Le précédent album de Spirou d’Emile Bravo, Le journal d’un ingénu, publié en 2008 se déroule juste avant-guerre. A son sujet, le dessinateur expliquait déjà : « Ce sont des périodes tellement noires où il n’y avait pas d’un côté les bons, et de l’autre, les méchants : tout était mélangé ». Spirou fait, lui, très bien le tri, trop facilement. Fantasio est moins à l’aise. Et c’est précisément ce point qui me fait préférer le personnage de Fantasio à celui de Spirou dans cette aventure. Reporter sans emploi, Fantasio va trouver dans la presse collaborationniste la revanche d’un déclassement qu’il vivait mal. Sans pour autant adhérer aux idéaux totalitaires. Il est chahuté dans une période qui bouscule. De quel côté va-t-il basculer ?

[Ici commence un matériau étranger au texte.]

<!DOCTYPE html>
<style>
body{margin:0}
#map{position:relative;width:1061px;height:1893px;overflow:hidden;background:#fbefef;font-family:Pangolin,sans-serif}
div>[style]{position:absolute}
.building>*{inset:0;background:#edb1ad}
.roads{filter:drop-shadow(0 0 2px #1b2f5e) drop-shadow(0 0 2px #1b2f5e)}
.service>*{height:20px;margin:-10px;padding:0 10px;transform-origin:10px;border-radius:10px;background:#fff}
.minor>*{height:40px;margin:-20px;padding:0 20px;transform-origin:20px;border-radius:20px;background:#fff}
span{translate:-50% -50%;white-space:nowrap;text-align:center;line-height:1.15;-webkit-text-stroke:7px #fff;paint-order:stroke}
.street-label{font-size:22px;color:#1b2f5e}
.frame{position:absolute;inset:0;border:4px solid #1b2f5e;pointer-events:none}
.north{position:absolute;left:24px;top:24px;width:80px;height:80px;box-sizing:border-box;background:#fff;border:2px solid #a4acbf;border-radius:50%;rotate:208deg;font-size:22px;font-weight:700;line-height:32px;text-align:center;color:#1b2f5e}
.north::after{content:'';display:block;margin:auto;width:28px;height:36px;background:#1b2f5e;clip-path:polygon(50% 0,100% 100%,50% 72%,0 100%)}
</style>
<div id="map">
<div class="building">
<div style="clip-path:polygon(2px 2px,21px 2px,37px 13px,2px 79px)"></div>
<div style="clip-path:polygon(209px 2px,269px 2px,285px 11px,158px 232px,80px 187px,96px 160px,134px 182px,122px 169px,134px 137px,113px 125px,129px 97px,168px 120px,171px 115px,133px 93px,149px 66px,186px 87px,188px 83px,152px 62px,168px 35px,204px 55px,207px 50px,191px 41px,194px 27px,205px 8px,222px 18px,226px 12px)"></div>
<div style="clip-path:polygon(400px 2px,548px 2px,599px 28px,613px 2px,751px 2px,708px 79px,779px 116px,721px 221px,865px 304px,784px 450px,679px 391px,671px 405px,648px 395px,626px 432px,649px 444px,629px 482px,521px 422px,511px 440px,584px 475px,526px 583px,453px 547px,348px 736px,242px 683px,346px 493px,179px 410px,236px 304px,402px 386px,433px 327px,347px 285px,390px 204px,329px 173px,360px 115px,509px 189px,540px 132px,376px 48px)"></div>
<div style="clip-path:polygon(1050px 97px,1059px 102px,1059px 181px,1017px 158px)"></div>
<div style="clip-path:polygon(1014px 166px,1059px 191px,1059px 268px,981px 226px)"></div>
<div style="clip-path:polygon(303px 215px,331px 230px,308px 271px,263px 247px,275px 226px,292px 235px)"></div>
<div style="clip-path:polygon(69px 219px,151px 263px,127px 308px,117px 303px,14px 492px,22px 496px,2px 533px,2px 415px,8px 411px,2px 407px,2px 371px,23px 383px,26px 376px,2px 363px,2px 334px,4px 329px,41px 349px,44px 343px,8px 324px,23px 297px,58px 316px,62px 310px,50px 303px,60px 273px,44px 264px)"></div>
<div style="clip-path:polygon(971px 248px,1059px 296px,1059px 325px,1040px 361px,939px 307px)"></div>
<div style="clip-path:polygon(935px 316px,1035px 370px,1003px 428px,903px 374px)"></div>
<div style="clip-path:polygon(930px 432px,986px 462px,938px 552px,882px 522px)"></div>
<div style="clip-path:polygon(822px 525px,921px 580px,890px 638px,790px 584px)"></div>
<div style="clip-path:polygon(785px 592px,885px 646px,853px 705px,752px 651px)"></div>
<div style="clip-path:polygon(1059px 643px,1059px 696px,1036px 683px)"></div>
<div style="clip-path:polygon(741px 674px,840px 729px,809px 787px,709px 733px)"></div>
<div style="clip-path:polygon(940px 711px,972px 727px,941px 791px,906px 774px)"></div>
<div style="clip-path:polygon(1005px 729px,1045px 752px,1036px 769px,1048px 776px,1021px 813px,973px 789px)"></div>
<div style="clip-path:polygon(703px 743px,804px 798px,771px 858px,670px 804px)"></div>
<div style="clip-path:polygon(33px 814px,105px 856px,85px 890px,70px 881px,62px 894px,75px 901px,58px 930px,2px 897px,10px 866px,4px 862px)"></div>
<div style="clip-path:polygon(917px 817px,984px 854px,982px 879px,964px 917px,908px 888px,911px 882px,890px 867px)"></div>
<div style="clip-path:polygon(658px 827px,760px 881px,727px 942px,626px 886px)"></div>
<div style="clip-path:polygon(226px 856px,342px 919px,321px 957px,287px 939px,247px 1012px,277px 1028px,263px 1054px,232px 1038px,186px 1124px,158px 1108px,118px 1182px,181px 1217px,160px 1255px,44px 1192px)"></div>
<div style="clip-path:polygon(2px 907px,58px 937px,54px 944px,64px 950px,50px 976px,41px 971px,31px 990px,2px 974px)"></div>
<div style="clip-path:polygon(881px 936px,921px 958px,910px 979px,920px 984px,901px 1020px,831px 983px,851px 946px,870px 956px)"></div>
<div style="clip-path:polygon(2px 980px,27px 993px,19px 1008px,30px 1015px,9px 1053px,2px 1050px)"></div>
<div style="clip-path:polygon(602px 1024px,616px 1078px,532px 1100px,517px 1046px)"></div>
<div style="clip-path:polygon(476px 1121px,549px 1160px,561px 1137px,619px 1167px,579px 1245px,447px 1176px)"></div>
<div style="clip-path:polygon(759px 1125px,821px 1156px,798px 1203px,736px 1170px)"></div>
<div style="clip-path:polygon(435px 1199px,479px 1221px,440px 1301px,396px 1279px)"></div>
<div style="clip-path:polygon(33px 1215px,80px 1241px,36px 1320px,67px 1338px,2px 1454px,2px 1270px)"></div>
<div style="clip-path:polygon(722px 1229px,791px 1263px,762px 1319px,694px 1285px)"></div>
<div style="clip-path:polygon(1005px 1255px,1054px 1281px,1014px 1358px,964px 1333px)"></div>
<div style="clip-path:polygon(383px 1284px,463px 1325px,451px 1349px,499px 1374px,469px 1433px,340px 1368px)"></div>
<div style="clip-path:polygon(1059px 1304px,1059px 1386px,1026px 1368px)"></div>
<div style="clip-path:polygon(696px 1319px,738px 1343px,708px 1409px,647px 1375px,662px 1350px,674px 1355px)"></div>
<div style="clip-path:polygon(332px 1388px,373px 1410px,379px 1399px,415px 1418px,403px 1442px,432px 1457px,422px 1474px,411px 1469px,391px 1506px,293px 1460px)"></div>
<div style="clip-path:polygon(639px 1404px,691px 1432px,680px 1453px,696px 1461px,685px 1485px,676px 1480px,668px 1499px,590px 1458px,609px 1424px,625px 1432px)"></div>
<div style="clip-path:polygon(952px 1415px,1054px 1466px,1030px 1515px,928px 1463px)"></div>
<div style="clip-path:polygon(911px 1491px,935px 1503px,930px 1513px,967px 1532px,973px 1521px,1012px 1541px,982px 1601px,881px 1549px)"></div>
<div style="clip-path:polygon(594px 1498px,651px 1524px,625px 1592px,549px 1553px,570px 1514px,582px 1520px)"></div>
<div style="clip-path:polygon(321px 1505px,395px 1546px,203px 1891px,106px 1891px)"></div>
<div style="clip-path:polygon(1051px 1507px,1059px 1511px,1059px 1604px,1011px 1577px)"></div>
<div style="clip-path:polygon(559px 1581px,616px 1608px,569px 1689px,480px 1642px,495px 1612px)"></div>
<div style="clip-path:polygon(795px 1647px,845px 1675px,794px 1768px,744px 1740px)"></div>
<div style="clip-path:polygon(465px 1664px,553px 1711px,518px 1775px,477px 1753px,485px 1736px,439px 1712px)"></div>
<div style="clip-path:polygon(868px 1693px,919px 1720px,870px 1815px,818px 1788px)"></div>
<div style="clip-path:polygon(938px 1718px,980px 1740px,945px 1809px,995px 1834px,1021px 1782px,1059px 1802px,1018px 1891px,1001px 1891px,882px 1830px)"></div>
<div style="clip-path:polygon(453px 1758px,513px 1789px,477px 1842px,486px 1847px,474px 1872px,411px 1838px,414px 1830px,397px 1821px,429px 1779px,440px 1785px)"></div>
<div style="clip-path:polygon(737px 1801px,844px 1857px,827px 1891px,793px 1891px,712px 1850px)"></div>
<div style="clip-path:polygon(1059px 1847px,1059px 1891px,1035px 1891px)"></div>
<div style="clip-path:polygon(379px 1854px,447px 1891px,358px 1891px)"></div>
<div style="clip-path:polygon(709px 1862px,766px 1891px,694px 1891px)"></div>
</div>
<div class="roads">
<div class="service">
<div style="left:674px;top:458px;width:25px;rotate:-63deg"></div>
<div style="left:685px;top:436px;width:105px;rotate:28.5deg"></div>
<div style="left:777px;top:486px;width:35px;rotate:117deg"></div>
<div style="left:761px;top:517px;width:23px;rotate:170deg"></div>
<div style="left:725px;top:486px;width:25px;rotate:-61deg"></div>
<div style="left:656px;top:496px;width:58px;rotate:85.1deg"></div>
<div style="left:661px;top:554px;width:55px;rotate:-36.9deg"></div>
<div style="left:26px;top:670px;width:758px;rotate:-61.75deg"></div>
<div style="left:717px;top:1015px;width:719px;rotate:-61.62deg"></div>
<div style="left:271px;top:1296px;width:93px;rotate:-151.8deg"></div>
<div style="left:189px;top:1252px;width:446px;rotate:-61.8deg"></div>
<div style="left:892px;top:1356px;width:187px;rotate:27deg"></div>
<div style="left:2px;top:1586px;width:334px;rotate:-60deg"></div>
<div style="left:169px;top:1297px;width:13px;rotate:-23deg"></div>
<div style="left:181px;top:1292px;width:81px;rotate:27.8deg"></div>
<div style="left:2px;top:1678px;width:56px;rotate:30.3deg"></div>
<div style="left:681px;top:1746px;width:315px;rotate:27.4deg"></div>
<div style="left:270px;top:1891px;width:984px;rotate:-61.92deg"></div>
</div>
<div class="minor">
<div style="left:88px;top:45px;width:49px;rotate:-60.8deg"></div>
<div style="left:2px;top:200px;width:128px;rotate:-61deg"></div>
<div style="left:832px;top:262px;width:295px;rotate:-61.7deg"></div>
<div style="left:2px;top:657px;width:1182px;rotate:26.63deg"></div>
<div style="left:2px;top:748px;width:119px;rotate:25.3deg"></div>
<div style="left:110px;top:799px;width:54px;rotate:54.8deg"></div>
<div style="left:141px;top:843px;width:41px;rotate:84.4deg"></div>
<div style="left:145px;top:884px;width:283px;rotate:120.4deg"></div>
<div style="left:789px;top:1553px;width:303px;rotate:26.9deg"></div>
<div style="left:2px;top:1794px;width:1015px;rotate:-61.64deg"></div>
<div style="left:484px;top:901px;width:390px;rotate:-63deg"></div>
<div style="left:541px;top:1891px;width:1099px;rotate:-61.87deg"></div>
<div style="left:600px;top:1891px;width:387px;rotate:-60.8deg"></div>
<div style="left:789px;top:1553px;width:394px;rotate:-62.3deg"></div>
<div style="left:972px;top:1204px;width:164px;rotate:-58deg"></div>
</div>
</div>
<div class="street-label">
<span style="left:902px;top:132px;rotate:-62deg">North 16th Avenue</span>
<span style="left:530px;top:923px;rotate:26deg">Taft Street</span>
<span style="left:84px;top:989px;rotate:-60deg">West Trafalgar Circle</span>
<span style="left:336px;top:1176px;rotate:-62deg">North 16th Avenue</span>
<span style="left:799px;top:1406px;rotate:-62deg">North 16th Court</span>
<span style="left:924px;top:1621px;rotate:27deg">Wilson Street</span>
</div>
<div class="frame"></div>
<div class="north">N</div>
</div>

Une histoire d'amour traumatisante
Fantasio a, en quelque sorte, par ses faiblesses et ses doutes, plus d’humanité que le personnage de Spirou. Le groom lui ne dévie pas du rail de ce qu’il faut faire. Fantasio nous renvoie à cette question que nous, génération d'après, nous nous sommes tous un jour posée : Qui aurais-je été pendant la seconde guerre mondiale ? Ce héros, ce collabo ou juste ce témoin passif parmi tant d'autres ? A la fin du premier tome de cette série prévue en quatre opus, Fantasio s’engage vers le pire. On a hâte de découvrir la suite concernant ce « grand échalas » comme le décrit Emile Bravo qui confie que « dans cette aventure, Fantasio sera marqué par la guerre, va connaître une histoire d’amour traumatisante et apprendre l’empathie. Une évolution causée par la guerre ». Sans Hitler et Mussolini, Fantasio lui aussi ne serait pas ce qu’il est devenu.
Spirou, L'espoir malgré tout. Emile Bravo / Editions Dupuis. 16,50 euros.